::: Stored data :::
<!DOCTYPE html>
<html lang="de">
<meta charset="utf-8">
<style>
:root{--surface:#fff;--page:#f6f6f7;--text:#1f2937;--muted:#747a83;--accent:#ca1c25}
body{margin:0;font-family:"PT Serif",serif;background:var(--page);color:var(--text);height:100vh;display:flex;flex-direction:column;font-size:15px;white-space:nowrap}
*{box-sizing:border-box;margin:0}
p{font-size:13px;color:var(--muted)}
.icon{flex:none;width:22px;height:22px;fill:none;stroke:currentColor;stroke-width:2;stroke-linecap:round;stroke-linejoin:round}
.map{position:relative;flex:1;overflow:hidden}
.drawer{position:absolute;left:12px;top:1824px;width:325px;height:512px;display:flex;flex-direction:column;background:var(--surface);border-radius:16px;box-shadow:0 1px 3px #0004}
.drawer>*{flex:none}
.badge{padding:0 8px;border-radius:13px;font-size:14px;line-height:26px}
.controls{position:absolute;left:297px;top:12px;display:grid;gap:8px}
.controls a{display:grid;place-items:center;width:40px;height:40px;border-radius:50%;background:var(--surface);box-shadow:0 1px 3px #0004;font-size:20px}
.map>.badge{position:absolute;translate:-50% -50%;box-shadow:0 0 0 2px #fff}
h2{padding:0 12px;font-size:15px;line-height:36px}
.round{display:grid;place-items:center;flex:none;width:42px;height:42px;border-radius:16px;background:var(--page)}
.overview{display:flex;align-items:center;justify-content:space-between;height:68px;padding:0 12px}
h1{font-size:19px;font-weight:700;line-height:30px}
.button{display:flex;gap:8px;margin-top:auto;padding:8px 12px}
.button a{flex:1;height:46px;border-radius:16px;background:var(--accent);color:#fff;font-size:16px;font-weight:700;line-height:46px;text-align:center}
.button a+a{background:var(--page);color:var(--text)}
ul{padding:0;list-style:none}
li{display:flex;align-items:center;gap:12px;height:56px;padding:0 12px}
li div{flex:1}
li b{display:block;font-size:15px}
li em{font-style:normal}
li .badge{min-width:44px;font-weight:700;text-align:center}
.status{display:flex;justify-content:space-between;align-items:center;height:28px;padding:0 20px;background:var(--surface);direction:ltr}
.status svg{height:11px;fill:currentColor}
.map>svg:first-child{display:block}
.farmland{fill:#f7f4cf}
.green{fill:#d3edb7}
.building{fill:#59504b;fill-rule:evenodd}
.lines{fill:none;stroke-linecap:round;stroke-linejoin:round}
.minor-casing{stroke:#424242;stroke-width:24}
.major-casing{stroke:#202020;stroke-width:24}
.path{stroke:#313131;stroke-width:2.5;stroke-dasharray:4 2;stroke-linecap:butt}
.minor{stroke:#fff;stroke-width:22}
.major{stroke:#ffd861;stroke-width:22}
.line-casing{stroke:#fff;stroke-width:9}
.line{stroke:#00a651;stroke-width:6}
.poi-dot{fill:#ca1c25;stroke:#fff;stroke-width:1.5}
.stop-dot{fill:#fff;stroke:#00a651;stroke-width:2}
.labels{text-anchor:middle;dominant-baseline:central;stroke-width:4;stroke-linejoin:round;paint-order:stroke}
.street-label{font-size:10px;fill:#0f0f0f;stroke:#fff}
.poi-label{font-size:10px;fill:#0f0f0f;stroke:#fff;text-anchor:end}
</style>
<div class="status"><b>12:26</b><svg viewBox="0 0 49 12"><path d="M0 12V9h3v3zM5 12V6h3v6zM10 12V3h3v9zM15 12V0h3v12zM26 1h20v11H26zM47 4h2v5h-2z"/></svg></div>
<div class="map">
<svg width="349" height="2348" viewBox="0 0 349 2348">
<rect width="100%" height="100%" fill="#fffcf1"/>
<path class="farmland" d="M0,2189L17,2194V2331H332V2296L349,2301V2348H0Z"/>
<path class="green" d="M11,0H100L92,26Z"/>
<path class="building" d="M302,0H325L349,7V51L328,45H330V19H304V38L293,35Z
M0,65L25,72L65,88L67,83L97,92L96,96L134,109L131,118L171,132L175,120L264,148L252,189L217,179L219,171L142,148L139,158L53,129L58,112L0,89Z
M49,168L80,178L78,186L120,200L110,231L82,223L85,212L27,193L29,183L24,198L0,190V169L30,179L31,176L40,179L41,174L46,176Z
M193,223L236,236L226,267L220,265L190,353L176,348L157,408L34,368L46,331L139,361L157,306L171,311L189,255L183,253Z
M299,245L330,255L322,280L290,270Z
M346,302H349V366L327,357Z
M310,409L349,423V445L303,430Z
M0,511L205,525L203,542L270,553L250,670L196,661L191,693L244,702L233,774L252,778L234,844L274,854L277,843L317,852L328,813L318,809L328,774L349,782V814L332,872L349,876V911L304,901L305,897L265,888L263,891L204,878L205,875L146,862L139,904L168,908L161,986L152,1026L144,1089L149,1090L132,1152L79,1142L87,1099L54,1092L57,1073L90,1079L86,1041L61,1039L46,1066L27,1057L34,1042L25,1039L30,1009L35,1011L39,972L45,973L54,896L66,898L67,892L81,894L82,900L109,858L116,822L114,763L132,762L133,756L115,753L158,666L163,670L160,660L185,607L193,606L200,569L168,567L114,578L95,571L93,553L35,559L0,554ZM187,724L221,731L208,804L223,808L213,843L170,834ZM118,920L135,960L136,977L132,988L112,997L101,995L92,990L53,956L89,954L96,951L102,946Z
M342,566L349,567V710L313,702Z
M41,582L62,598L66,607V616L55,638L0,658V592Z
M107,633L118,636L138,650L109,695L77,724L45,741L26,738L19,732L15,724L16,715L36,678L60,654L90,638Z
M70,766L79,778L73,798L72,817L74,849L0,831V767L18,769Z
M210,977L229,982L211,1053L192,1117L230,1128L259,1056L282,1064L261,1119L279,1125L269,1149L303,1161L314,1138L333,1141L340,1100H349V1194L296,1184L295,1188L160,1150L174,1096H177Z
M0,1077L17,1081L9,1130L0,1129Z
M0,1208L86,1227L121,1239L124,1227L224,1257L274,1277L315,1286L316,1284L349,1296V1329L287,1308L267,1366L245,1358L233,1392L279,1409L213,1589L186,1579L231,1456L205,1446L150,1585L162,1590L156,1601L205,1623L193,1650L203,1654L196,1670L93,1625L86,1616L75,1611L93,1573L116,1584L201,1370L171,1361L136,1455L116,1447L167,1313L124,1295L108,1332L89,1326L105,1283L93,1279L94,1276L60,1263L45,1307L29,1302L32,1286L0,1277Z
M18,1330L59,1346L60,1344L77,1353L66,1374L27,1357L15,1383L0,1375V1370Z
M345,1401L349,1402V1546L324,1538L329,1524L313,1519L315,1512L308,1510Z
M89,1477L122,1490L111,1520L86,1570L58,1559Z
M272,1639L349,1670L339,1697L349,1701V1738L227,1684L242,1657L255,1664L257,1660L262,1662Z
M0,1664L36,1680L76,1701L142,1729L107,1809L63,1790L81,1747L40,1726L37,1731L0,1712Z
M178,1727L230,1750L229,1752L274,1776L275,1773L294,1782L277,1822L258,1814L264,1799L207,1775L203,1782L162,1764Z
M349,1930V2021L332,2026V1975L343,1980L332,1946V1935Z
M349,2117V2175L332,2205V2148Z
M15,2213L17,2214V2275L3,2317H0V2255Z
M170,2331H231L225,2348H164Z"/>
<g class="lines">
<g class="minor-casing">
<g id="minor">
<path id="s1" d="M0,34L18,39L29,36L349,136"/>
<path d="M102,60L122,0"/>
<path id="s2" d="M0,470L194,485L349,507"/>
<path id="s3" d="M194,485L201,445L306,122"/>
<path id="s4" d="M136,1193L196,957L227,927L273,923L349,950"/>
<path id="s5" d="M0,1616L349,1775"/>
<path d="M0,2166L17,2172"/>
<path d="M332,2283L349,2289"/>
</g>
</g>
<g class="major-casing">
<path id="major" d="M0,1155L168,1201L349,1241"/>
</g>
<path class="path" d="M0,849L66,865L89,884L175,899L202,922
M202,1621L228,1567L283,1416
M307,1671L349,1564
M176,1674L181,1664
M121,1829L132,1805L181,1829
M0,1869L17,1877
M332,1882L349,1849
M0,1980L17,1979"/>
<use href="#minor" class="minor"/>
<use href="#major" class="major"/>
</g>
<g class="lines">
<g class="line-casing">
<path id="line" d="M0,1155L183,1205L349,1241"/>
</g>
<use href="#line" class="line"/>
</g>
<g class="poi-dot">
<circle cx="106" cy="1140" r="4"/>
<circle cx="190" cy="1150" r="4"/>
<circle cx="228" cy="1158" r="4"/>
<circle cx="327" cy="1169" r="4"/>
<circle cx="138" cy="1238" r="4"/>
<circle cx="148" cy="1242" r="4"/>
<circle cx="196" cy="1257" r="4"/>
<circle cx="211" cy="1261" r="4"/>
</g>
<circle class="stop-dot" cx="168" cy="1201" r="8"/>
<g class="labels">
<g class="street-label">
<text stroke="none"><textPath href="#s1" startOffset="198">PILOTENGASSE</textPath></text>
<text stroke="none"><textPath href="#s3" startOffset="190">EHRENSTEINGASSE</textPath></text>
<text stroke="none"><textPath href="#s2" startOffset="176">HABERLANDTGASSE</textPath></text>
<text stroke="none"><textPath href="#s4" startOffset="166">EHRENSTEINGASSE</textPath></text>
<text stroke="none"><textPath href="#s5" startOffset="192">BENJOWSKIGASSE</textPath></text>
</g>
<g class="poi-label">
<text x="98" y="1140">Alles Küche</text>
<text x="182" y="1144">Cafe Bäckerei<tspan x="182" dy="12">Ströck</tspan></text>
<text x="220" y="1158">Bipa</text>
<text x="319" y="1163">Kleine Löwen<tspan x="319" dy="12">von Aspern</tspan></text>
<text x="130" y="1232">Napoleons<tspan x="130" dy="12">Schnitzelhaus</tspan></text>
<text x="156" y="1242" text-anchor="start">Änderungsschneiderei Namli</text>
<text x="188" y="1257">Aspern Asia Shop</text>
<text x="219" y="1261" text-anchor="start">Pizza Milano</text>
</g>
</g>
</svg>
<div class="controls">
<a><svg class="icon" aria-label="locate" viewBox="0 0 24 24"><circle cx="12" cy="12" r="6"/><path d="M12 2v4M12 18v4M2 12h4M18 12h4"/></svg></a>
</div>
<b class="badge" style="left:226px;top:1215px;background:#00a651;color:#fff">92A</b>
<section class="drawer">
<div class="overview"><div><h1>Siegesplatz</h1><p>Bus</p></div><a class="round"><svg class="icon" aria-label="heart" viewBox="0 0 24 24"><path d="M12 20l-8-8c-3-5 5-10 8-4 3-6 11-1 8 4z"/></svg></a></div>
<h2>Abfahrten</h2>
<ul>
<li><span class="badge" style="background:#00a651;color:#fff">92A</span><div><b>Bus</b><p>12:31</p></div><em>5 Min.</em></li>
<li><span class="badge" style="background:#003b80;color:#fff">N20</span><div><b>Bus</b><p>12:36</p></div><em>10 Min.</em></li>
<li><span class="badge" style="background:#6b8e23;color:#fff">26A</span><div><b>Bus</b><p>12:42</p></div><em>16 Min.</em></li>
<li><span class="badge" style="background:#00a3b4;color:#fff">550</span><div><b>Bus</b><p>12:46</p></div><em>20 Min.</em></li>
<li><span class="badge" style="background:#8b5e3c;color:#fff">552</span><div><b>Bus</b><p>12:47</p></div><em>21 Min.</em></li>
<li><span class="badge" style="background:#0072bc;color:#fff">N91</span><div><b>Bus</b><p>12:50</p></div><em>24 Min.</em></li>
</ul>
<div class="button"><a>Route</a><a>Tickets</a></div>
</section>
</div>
:::
_What is expected:_ What is the number of lines above that contain the word "controls"? Answer with that number only.

_Response to this task:_ 3